Have you ever seen those mysterious numbers and lines that makeup bass tablature and wondered what it all means? Well, you’re not alone. As a beginner bassist, learning how to read tabs can feel confusing at first.
What if I told you that mastering bass tabs could be your gateway to playing your favorite songs with ease? Imagine effortlessly recreating those iconic basslines, the heartbeat of your favorite tunes.
Jump into this guide, decode bass tabs, and open the door to a world of musical opportunities. By the end, you’ll read bass tabs like a pro in no time.
Why read this article? Because here, we’ll unravel the mysteries of bass tablature, providing you with the essential skills to play your favorite songs and unleash your inner bass maestro.
Let’s get started on this melodic journey!
A Quick History of Tablature
Before we dive into the deciphering tab, let’s go over what exactly it is. Tablature (or tab for short) is a notation system that shows you what notes to play on a fretted instrument like bass, guitar, or ukulele.
Instead of the oval-shaped note heads used in standard notation, tab uses numbers to tell you what frets to press down.

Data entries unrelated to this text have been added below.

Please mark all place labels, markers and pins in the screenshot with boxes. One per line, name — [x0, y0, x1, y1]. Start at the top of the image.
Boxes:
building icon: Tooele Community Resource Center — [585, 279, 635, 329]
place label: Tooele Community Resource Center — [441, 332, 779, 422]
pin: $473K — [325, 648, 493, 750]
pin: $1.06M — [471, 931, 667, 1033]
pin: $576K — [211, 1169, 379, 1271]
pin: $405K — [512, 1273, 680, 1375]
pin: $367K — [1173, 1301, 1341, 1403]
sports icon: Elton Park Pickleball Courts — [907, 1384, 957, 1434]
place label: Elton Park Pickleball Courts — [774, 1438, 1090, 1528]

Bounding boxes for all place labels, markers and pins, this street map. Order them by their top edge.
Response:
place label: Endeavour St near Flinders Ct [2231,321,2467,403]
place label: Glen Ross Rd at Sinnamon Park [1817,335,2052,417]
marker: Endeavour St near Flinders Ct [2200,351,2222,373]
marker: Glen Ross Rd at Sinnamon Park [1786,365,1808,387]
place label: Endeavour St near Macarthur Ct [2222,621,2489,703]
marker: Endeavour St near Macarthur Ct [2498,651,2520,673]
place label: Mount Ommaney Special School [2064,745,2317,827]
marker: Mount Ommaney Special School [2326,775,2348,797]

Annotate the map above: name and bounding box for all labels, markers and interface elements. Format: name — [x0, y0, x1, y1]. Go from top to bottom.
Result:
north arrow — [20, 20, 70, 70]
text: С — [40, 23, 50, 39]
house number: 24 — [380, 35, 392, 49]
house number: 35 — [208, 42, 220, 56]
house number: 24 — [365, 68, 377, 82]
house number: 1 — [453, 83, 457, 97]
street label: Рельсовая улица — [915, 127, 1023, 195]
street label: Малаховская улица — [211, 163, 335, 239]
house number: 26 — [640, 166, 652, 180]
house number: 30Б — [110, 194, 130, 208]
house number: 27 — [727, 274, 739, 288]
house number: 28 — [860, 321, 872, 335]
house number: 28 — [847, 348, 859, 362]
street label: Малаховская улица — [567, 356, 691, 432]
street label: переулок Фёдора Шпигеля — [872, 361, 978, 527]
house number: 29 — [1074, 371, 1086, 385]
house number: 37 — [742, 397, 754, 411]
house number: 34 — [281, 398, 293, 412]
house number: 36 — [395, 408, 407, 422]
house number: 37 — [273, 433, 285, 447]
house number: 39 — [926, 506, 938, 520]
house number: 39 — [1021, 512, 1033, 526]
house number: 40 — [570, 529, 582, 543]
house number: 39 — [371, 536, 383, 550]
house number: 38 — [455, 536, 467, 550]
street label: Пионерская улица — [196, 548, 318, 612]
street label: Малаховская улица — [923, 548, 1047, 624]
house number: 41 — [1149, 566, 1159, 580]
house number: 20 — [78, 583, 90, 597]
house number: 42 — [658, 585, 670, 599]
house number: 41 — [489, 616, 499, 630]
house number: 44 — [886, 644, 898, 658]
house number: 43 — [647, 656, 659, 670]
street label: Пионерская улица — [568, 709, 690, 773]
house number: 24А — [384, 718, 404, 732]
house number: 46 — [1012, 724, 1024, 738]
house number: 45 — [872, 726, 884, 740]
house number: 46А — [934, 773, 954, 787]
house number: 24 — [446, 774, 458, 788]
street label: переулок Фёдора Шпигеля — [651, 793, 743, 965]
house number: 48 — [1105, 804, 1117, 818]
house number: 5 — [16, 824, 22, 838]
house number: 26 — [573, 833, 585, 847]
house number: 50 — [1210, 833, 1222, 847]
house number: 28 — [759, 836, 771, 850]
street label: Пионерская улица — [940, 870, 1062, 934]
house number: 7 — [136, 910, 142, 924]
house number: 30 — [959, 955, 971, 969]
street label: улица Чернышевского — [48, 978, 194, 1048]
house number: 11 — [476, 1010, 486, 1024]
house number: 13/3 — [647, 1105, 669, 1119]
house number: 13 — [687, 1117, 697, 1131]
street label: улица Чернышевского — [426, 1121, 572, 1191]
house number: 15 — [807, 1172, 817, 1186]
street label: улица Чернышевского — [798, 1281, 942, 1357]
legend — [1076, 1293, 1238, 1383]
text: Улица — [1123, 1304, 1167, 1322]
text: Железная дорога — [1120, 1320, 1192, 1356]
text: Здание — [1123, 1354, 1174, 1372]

Tablature has been around for centuries, dating all the way back to the lute in the Renaissance era! Its simplicity made it easy for amateur musicians to share and learn new music. Once the internet took off in the ’90s, tablature experienced a resurgence as an easy way for musicians to exchange songs online.
Nowadays tablature comes in all forms – from interactive tabs that play along with you, to text-based tabs using keyboard characters.
There are even tab books you can buy that contain popular bass lines written out. No matter what style of tab you come across, the main components stay the same.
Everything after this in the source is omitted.